INO Flashcards
Supranuclear
INO description
A lesion of the medial longitudinal fasciculus (MLF, the area carrying internuclear neurones between 6th and 3rd nerves) resulting in a palsy of the medial rectus muscle and a dissociated gaze-evoked nystagmus, greatest in the abducting eye.
INO pathway
Anatomical Pathway
The sixth nerve nucleus acts as the final common pathway for horizontal gaze.
Axons from interneurones travel in the MLF and cross the midline to synapse with the contralateral third nerve subnucleus supplying the medial rectus muscle.
Axons affected in INO.
Types of INO
Unilateral INO:
Affects interneurones from one sixth nerve nucleus, resulting in impairment or loss of adduction of the affected medial rectus on attempted conjugate gaze.
The saccadic, pursuit and vestibulo-ocular systems are all affected.
Milder cases show a reduction in the peak saccadic velocity of the affected medial rectus.
Associated with abducting nystagmus of the other eye.
A skew deviation may be seen in unilateral INO and the hypertropic eye is usually on the same side as the INO
Bilateral INO:
Affects interneurones running in the MLF from both sixth nerve nuclei.
Loss of adduction of each eye on attempted contralateral gaze.
Abducting nystagmus present in each eye on lateral gaze.
Retained convergence, though often asymmetric.
Aeitiology of INO
Younger patients: Commonly caused by multiple sclerosis; may be the presenting feature of the disease.
Older patients: Often due to small blood vessel occlusion; usually unilateral.
Tumours can cause bilateral lesions, though the commonest causes are multiple sclerosis and basilar artery branch occlusions
Features of INO
Diagnostic Features:
Limitation of the adducting eye and abducting nystagmus of the contralateral eye.
Don’t normally complain of diplopia
Preservation of convergence and the range of adduction with reduced medial rectus saccadic velocity.
SKEW deviation with ipsilateral hypertropia
Theories for Abducting Nystagmus:
Adaptive change to medial rectus weakness.
Increase in convergence tone.
Interruption of descending pathways.
A form of gaze-evoked nystagmus.
In bilateral INO, there is a disturbance of vertical gaze and up-beating nystagmus.
Wall-eyed BIL INO = XOT with lesions in midbrain MLF when both MR subnuecli affected
Dx tests and recovery in INO
Diagnosis
Suspected whenever there is an acquired limitation of adduction.

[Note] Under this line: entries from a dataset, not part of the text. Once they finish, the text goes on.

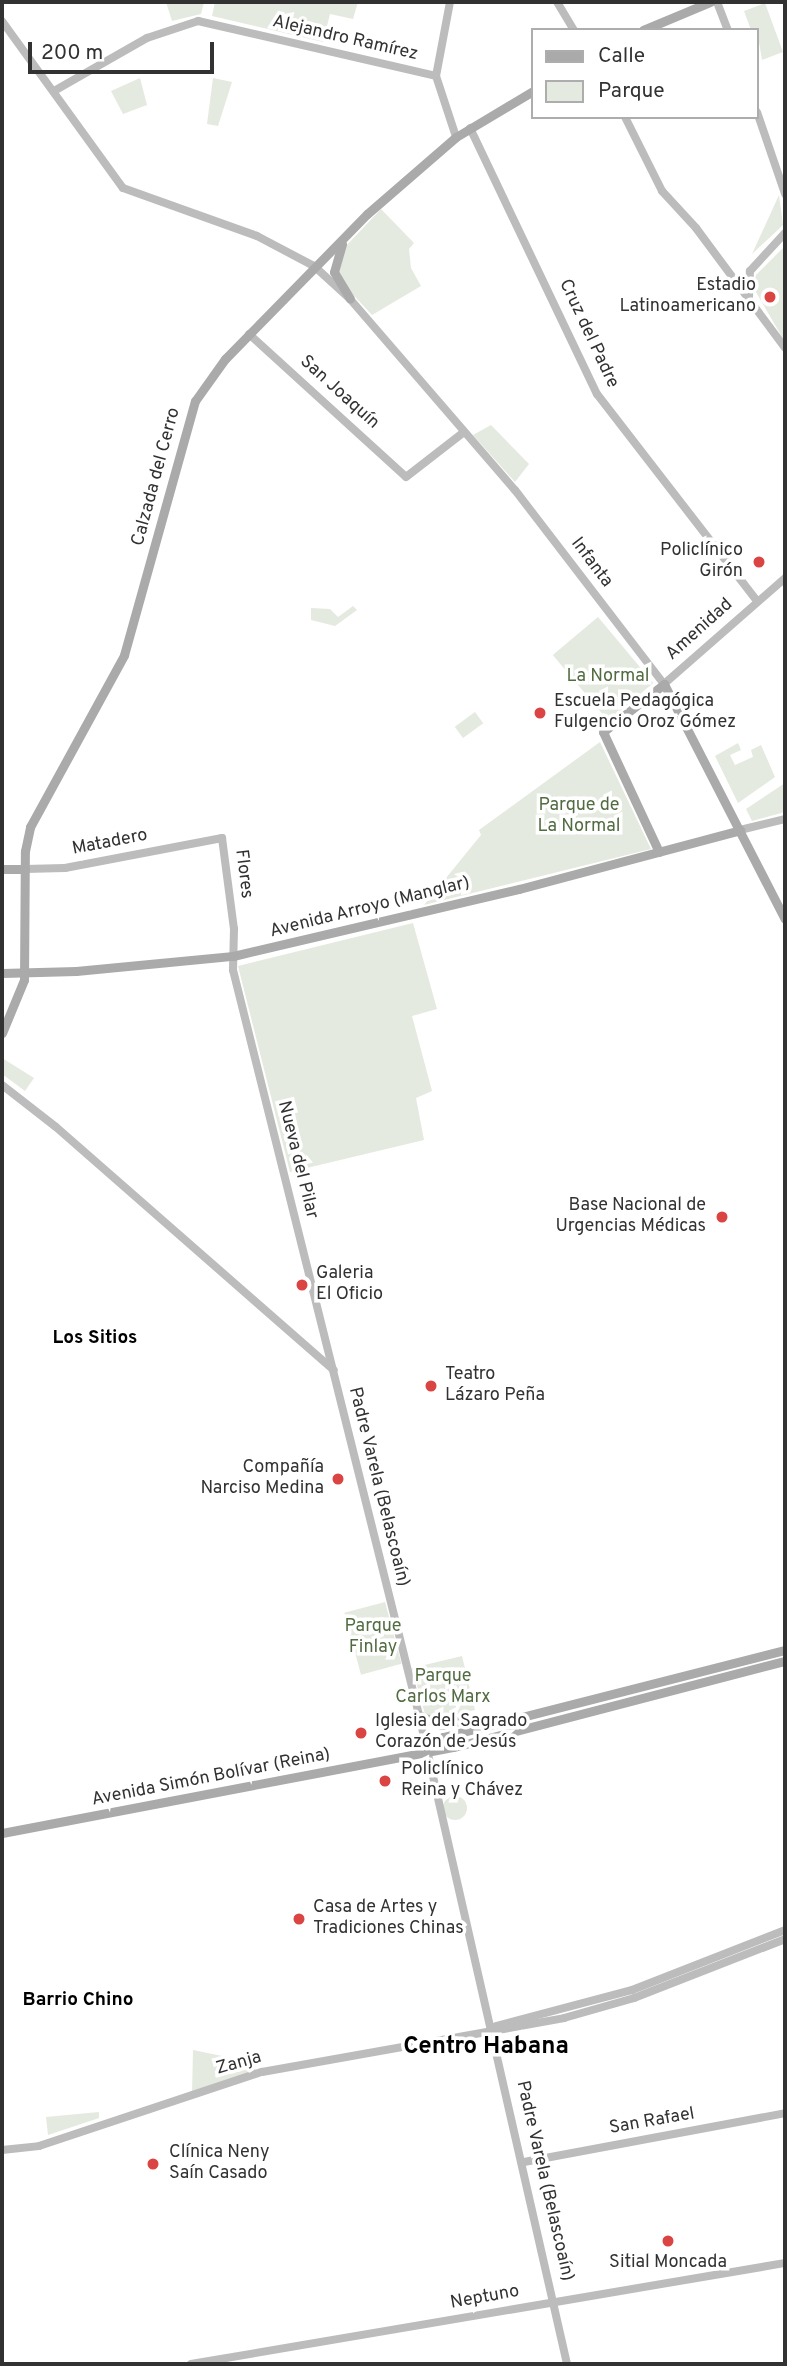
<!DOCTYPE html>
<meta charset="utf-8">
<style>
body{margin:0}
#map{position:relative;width:787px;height:2366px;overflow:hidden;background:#fff;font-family:Overpass,sans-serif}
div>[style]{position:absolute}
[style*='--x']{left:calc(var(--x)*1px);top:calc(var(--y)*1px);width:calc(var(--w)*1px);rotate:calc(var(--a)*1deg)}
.green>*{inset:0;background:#e4eadf;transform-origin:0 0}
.round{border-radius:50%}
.secondary>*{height:8px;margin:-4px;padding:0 4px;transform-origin:4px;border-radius:4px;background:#bcbcbc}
.primary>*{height:9px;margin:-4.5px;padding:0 4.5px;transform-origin:4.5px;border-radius:4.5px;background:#aaa}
.dots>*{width:19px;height:19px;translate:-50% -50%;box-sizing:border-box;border:4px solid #fff;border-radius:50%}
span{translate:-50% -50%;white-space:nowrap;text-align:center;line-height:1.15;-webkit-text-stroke:7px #fff;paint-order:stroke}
.street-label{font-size:18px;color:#323232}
.poi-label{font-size:18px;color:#323232}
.right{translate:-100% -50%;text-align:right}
.left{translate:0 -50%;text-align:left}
.park-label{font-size:18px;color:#526c42}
.neighbourhood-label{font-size:19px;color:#000;font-weight:700}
.district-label{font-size:24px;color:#000;font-weight:700}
.frame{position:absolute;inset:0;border:4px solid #323232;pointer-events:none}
.legend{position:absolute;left:531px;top:28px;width:228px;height:91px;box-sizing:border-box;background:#fff;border:2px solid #adadad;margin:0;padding:9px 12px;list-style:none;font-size:21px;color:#323232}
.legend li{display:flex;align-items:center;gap:14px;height:35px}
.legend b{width:35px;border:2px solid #adadad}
.scale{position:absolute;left:28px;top:42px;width:186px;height:32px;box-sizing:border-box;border:4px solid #323232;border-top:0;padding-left:9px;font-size:21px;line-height:24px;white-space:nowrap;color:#323232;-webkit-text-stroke:5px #fff;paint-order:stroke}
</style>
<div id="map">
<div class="green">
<i style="clip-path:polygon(166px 2px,204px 2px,201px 14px,172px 21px)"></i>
<i style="clip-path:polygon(215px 2px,358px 2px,353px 19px,330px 14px,323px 42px,212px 16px)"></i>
<i style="clip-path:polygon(765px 3px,783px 52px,762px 60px,757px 30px,751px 30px,744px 11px)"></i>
<i style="clip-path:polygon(140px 78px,147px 105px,123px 114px,111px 91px)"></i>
<i style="clip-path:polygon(213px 78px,232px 82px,218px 126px,207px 124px)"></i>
<i style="clip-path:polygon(779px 195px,783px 225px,752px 254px)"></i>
<i style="clip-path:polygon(381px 209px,414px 243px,409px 249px,411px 268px,421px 286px,372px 315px,345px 286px,338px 270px,345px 247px)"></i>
<i style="clip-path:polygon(785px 246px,785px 342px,753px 287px,756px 275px)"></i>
<i style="clip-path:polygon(491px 425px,529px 464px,515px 482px,473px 435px)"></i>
<i style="clip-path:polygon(353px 606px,357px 610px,335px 626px,311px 620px,311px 608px,330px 609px,338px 617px)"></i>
<i style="left:598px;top:617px;width:86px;height:59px;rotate:50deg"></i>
<i style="left:475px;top:712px;width:14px;height:25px;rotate:54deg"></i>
<i style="clip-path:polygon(600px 742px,651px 849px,424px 905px,481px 835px,479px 830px)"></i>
<i style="clip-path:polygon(738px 743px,741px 750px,730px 755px,735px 765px,753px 757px,751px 750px,761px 745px,775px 777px,738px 803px,715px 756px)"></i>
<i style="clip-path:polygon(785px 783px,785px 812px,752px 821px,746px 809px)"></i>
<i style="clip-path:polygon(413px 923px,437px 1009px,412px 1016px,432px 1091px,416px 1098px,424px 1140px,290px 1172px,238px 966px)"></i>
<i style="clip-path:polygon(2px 1058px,34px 1078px,25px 1091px,2px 1074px)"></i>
<i style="left:385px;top:1602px;width:64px;height:42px;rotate:75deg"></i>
<i style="clip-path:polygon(462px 1656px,475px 1710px,436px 1719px,425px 1714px,412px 1668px)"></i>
<i class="round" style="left:443px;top:1796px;width:24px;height:24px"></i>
<i style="clip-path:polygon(193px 2050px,222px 2056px,262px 2072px,192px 2094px)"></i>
<i style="clip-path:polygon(99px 2112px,99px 2118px,48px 2135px,46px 2117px)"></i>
</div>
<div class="secondary">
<i style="--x:450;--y:2;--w:75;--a:100.7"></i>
<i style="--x:436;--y:76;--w:64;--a:71.8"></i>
<i style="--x:557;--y:2;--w:33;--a:59"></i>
<i style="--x:717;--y:2;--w:30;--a:69"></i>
<i style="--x:2;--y:21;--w:206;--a:54.1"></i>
<i style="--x:123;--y:188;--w:142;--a:19.7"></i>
<i style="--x:257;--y:236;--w:64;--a:27.8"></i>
<i style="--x:314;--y:266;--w:49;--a:42.5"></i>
<i style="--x:350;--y:299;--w:252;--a:49.2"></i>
<i style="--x:515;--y:490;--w:245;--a:52.5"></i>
<i style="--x:664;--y:684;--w:161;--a:-41.2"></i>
<i style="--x:54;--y:91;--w:107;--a:-29.7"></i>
<i style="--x:147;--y:38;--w:54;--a:-18.4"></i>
<i style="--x:198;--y:21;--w:244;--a:13"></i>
<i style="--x:757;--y:112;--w:87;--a:71.1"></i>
<i style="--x:625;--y:117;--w:83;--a:63.4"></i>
<i style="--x:662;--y:191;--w:50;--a:47.4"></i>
<i style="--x:696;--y:228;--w:149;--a:53.4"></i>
<i style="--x:470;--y:128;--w:295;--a:64.5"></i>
<i style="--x:597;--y:394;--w:262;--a:52.3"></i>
<i style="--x:749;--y:297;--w:26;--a:-88"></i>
<i style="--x:750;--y:271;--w:52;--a:-47.4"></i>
<i style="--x:249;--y:334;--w:212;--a:42.3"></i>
<i style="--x:406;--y:477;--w:73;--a:-37.8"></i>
<i style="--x:740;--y:830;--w:46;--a:-13.7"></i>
<i style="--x:25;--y:869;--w:40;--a:-1.4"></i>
<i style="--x:65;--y:868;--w:160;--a:-10.8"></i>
<i style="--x:222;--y:838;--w:92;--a:82.5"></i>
<i style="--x:234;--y:929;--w:41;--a:91.4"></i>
<i style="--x:233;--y:970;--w:768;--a:75.98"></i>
<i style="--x:419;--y:1715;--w:666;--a:77.15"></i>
<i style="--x:2;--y:1085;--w:68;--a:37.9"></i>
<i style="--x:56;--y:1127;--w:369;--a:41.2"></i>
<i style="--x:496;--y:2026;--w:141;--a:-14.8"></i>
<i style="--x:632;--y:1990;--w:164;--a:-21.4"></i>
<i style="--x:2;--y:2150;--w:37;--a:-6"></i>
<i style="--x:39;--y:2146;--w:235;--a:-18.4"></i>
<i style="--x:262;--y:2072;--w:307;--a:-10.1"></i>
<i style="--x:564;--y:2018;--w:73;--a:-15.9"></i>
<i style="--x:634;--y:1998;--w:162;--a:-21.3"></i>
<i style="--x:524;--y:2162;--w:266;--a:-10.6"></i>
<i style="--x:191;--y:2364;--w:603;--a:-9.65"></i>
</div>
<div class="primary">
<i style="--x:643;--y:30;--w:73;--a:-22.7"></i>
<i style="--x:342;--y:244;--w:29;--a:106"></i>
<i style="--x:334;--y:272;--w:31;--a:59"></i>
<i style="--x:659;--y:852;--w:132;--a:-115"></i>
<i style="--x:603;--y:732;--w:78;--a:-38.2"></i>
<i style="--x:664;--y:684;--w:264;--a:62.8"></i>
<i style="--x:2;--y:869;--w:23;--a:0"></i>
<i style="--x:2;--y:973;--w:74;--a:-1.5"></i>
<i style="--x:76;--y:971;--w:158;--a:-5.5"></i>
<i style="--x:233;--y:956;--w:294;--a:-13.2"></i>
<i style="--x:519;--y:889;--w:229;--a:-14.9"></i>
<i style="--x:2;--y:1033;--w:57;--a:-67.5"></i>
<i style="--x:24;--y:980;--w:129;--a:-89.6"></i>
<i style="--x:25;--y:851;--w:25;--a:-78"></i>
<i style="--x:30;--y:827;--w:196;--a:-61.3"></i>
<i style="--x:124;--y:655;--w:264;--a:-74.4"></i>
<i style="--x:195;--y:401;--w:52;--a:-54.5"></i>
<i style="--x:225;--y:359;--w:203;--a:-45.6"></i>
<i style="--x:367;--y:214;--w:118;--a:-40.9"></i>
<i style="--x:456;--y:137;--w:90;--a:-30.9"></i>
<i style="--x:419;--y:1715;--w:24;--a:24"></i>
<i style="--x:441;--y:1725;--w:32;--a:-13"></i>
<i style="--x:472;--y:1718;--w:22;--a:8"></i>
<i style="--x:427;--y:1748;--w:19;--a:-35"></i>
<i style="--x:443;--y:1737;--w:353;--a:-14.3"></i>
<i style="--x:2;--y:1833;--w:460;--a:-10.8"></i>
<i style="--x:454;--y:1747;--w:342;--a:-14.6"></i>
</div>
<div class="dots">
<i style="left:770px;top:297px;background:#da4443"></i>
<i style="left:759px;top:562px;background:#da4443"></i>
<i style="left:540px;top:713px;background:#da4443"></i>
<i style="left:722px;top:1217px;background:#da4443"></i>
<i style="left:302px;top:1285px;background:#da4443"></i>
<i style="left:431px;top:1386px;background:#da4443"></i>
<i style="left:338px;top:1479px;background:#da4443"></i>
<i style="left:361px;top:1733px;background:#da4443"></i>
<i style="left:385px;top:1781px;background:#da4443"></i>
<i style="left:299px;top:1919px;background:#da4443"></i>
<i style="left:153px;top:2164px;background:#da4443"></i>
<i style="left:668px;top:2241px;background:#da4443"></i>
</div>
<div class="street-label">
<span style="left:345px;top:39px;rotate:13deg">Alejandro Ramírez</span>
<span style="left:588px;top:334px;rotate:65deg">Cruz del Padre</span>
<span style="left:339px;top:393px;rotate:42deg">San Joaquín</span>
<span style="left:157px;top:477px;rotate:-75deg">Calzada del Cerro</span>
<span style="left:591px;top:563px;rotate:53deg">Infanta</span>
<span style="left:700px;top:630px;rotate:-42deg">Amenidad</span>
<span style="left:110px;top:843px;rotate:-11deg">Matadero</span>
<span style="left:243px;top:874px;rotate:83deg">Flores</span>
<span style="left:370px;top:908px;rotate:-14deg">Avenida Arroyo (Manglar)</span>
<span style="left:297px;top:1160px;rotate:76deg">Nueva del Pilar</span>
<span style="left:378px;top:1487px;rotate:76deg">Padre Varela (Belascoaín)</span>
<span style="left:211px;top:1778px;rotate:-11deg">Avenida Simón Bolívar (Reina)</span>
<span style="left:239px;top:2064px;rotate:-16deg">Zanja</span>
<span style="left:652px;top:2122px;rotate:-10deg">San Rafael</span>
<span style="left:544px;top:2181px;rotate:77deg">Padre Varela (Belascoaín)</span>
<span style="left:485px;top:2298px;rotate:-10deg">Neptuno</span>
</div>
<div class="poi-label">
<span class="right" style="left:756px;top:297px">Estadio<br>Latinoamericano</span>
<span class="right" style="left:743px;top:562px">Policlínico<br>Girón</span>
<span class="left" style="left:554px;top:713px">Escuela Pedagógica<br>Fulgencio Oroz Gómez</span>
<span class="right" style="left:706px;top:1217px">Base Nacional de<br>Urgencias Médicas</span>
<span class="left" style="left:316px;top:1285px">Galeria<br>El Oficio</span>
<span class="left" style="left:445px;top:1386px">Teatro<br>Lázaro Peña</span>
<span class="right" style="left:324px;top:1479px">Compañía<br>Narciso Medina</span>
<span class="left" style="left:375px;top:1733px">Iglesia del Sagrado<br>Corazón de Jesús</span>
<span class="left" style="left:401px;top:1781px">Policlínico<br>Reina y Chávez</span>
<span class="left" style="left:313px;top:1919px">Casa de Artes y<br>Tradiciones Chinas</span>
<span class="left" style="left:169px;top:2164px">Clínica Neny<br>Saín Casado</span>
<span style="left:668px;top:2263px">Sitial Moncada</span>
</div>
<div class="park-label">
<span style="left:608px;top:677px">La Normal</span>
<span style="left:579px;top:817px">Parque de<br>La Normal</span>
<span style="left:373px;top:1638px">Parque<br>Finlay</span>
<span style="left:443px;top:1688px">Parque<br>Carlos Marx</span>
</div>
<div class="neighbourhood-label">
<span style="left:95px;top:1339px">Los Sitios</span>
<span style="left:78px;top:2001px">Barrio Chino</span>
</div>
<div class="district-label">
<span style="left:486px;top:2048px">Centro Habana</span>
</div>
<div class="frame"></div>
<ul class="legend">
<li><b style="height:9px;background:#aaa"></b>Calle</li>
<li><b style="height:19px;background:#e4eadf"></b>Parque</li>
</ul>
<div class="scale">200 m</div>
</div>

XOT or XOP which increases on attempted horizontal gaze affected side
Saccadic movements are usually impaired more than pursuit movements.
Optokinetic nystagmus will be impaired, difficult to tell.
Hess chart can record progress.
If medial rectus contractions in response to both convergence and conjugate gaze are equally affected, the lesion is more likely more likely to be in the upper part of the MLF close to the third nerve nucleus.
Posterior INO when convergence is lost, and anterior INO, in which convergence is retained.
Natural History
Recovery is likely in cases due to multiple sclerosis or vascular causes.
INO secondary to tumour may not recover and may progress.
Diff Dx in INO
Myasthenia:
Can mimic INO closely.
Signs include variability, preserved saccadic velocity, ptosis, and Cogan’s lid-twitch sign.
Orbital Trauma:
Blow-out fracture of the medial wall may cause medial rectus underaction.
Duane’s Retraction Syndrome:
Restriction of abduction and palpebral changes on horizontal gaze.
Infranuclear Medial Rectus Palsy:
Extremely rare; loss of convergence and absence of abducting nystagmus differentiate from INO.
Mx in INO
MX: Unilateral INO rarely causes diplopia in the primary position but can result in symptoms on lateral gaze, and nasal sector occlusion to the spectacle lens of the affected eye can help relieve symptoms. Prisms not effective.